=== Source data ===
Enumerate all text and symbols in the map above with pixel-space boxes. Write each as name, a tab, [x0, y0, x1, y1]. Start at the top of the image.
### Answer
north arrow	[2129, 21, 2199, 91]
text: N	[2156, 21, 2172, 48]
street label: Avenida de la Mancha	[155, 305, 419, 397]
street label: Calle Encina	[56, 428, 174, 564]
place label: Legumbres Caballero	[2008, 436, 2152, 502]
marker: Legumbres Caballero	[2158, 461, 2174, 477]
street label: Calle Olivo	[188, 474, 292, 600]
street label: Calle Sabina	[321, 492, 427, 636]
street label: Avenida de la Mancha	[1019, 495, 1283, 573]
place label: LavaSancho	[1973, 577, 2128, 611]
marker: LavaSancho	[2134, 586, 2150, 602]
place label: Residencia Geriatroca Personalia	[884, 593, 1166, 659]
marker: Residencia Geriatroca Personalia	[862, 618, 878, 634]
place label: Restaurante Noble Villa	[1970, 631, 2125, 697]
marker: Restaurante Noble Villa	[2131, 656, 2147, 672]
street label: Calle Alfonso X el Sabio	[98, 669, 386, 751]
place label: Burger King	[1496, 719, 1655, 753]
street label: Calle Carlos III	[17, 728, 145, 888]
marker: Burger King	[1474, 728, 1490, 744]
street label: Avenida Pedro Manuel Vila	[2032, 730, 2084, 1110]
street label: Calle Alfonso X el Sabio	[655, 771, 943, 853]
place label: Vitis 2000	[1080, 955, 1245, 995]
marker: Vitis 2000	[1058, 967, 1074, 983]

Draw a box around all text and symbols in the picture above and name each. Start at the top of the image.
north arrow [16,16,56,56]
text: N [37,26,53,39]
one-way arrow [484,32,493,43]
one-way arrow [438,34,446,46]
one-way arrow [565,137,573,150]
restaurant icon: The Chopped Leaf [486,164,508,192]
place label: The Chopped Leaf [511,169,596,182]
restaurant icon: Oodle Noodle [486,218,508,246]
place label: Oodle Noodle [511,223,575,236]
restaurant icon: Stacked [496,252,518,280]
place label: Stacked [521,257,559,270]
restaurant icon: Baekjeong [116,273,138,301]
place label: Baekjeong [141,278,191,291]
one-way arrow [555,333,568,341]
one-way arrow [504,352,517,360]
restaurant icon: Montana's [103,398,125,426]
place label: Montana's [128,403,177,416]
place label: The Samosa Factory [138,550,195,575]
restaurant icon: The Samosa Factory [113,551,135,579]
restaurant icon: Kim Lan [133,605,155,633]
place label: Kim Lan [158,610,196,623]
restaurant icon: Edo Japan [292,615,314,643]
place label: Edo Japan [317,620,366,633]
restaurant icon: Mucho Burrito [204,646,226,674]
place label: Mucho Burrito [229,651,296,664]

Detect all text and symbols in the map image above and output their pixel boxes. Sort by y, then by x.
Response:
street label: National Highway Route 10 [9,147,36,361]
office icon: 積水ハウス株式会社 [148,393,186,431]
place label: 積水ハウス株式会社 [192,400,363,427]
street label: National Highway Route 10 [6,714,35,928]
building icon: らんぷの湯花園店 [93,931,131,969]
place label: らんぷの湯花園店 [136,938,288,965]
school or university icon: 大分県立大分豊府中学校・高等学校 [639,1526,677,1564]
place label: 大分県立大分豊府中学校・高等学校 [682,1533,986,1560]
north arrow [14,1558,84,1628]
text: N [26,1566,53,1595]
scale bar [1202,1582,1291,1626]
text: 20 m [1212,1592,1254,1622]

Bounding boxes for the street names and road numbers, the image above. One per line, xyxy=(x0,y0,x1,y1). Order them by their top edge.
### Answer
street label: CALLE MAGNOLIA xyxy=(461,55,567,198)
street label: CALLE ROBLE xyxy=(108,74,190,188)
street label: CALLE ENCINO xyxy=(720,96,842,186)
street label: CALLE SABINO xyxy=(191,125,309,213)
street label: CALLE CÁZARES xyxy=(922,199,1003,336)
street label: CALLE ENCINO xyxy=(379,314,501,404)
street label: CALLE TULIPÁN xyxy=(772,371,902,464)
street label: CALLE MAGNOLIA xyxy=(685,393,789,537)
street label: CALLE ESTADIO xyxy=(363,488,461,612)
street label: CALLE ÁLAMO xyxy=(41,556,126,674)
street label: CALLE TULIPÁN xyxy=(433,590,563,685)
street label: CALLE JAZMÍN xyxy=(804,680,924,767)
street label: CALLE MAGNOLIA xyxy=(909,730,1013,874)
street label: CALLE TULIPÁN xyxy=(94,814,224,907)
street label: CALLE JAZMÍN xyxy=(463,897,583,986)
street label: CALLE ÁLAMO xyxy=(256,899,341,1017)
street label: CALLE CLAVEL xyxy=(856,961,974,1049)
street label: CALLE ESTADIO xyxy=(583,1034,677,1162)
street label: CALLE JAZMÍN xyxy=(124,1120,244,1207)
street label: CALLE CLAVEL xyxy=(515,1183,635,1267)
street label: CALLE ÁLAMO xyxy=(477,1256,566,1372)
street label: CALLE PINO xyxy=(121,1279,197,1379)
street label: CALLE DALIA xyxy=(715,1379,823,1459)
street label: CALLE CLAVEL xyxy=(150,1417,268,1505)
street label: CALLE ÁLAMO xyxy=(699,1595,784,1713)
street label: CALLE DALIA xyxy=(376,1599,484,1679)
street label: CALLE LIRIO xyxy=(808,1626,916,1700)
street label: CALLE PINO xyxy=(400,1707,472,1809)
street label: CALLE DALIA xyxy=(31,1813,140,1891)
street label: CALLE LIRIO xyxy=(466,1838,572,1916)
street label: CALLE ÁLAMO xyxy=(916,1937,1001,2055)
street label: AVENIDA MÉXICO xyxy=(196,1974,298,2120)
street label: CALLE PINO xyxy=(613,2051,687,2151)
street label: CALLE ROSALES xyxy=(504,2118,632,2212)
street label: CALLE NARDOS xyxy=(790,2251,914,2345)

=== What the task asks ===
Above are the records; copy every line in them that holds the word "Baekjeong".

=== Written answer ===
restaurant icon: Baekjeong [116,273,138,301]
place label: Baekjeong [141,278,191,291]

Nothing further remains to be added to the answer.